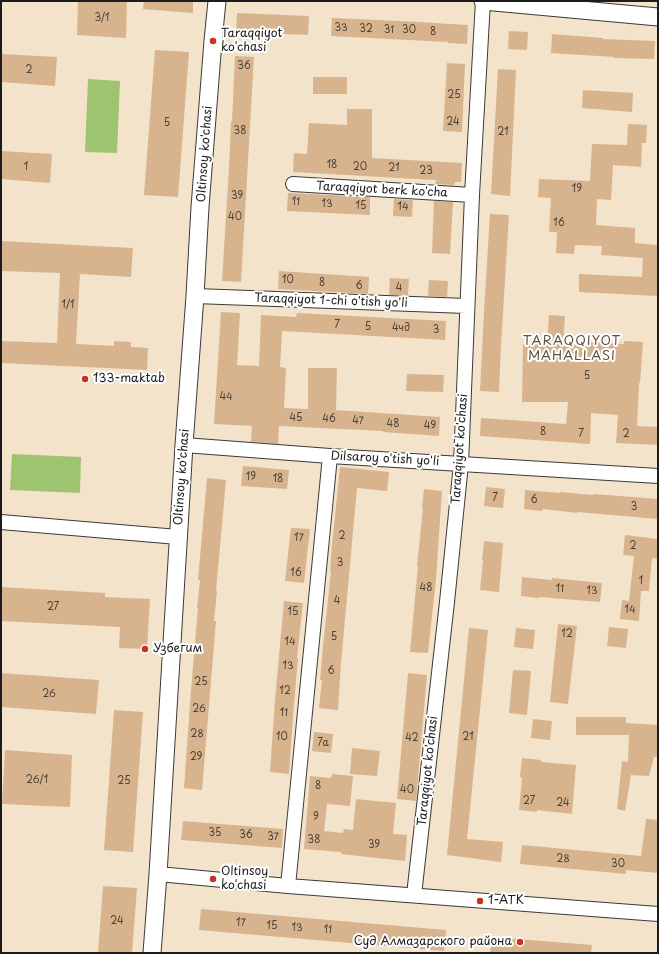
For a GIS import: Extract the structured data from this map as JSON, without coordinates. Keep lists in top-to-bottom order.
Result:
{
  "streets": {
    "street": [
      "Oltinsoy ko'chasi",
      "Taraqqiyot berk ko'cha",
      "Taraqqiyot 1-chi o'tish yo'li",
      "Taraqqiyot ko'chasi",
      "Dilsaroy o'tish yo'li"
    ]
  },
  "crossings": [
    ["Oltinsoy ko'chasi", "Taraqqiyot 1-chi o'tish yo'li"],
    ["Oltinsoy ko'chasi", "Dilsaroy o'tish yo'li"],
    ["Taraqqiyot berk ko'cha", "Taraqqiyot ko'chasi"],
    ["Taraqqiyot 1-chi o'tish yo'li", "Taraqqiyot ko'chasi"],
    ["Taraqqiyot ko'chasi", "Dilsaroy o'tish yo'li"]
  ],
  "districts": ["TARAQQIYOT MAHALLASI"],
  "places": [
    "Taraqqiyot ko'chasi",
    "133-maktab",
    "Узбегим",
    "Oltinsoy ko'chasi",
    "1-ATK",
    "Суд Алмазарского района"
  ],
  "house_numbers": [
    "3/1",
    "33",
    "32",
    "31",
    "30",
    "8",
    "36",
    "2",
    "25",
    "24",
    "5",
    "38",
    "21",
    "18",
    "1",
    "20",
    "21",
    "23",
    "19",
    "39",
    "11",
    "13",
    "15",
    "14",
    "40",
    "16",
    "10",
    "8",
    "6",
    "4",
    "1/1",
    "7",
    "5",
    "4чд",
    "3",
    "5",
    "44",
    "45",
    "46",
    "47",
    "48",
    "49",
    "8",
    "7",
    "2",
    "19",
    "18",
    "7",
    "6",
    "3",
    "2",
    "17",
    "2",
    "3",
    "16",
    "1",
    "48",
    "11",
    "13",
    "4",
    "27",
    "14",
    "15",
    "12",
    "5",
    "14",
    "13",
    "6",
    "25",
    "12",
    "26",
    "26",
    "11",
    "28",
    "10",
    "21",
    "42",
    "7a",
    "29",
    "26/1",
    "25",
    "8",
    "40",
    "27",
    "24",
    "9",
    "35",
    "36",
    "37",
    "38",
    "39",
    "28",
    "30",
    "24",
    "17",
    "15",
    "13",
    "11"
  ]
}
= = = = = = =
Set down the entries above again exactly, minus any image.

For a GIS import: Extract the structured data from this map as JSON, without coordinates. Keep lists in top-to-bottom order.
Result:
{
  "streets": {
    "street": [
      "Oltinsoy ko'chasi",
      "Taraqqiyot berk ko'cha",
      "Taraqqiyot 1-chi o'tish yo'li",
      "Taraqqiyot ko'chasi",
      "Dilsaroy o'tish yo'li"
    ]
  },
  "crossings": [
    ["Oltinsoy ko'chasi", "Taraqqiyot 1-chi o'tish yo'li"],
    ["Oltinsoy ko'chasi", "Dilsaroy o'tish yo'li"],
    ["Taraqqiyot berk ko'cha", "Taraqqiyot ko'chasi"],
    ["Taraqqiyot 1-chi o'tish yo'li", "Taraqqiyot ko'chasi"],
    ["Taraqqiyot ko'chasi", "Dilsaroy o'tish yo'li"]
  ],
  "districts": ["TARAQQIYOT MAHALLASI"],
  "places": [
    "Taraqqiyot ko'chasi",
    "133-maktab",
    "Узбегим",
    "Oltinsoy ko'chasi",
    "1-ATK",
    "Суд Алмазарского района"
  ],
  "house_numbers": [
    "3/1",
    "33",
    "32",
    "31",
    "30",
    "8",
    "36",
    "2",
    "25",
    "24",
    "5",
    "38",
    "21",
    "18",
    "1",
    "20",
    "21",
    "23",
    "19",
    "39",
    "11",
    "13",
    "15",
    "14",
    "40",
    "16",
    "10",
    "8",
    "6",
    "4",
    "1/1",
    "7",
    "5",
    "4чд",
    "3",
    "5",
    "44",
    "45",
    "46",
    "47",
    "48",
    "49",
    "8",
    "7",
    "2",
    "19",
    "18",
    "7",
    "6",
    "3",
    "2",
    "17",
    "2",
    "3",
    "16",
    "1",
    "48",
    "11",
    "13",
    "4",
    "27",
    "14",
    "15",
    "12",
    "5",
    "14",
    "13",
    "6",
    "25",
    "12",
    "26",
    "26",
    "11",
    "28",
    "10",
    "21",
    "42",
    "7a",
    "29",
    "26/1",
    "25",
    "8",
    "40",
    "27",
    "24",
    "9",
    "35",
    "36",
    "37",
    "38",
    "39",
    "28",
    "30",
    "24",
    "17",
    "15",
    "13",
    "11"
  ]
}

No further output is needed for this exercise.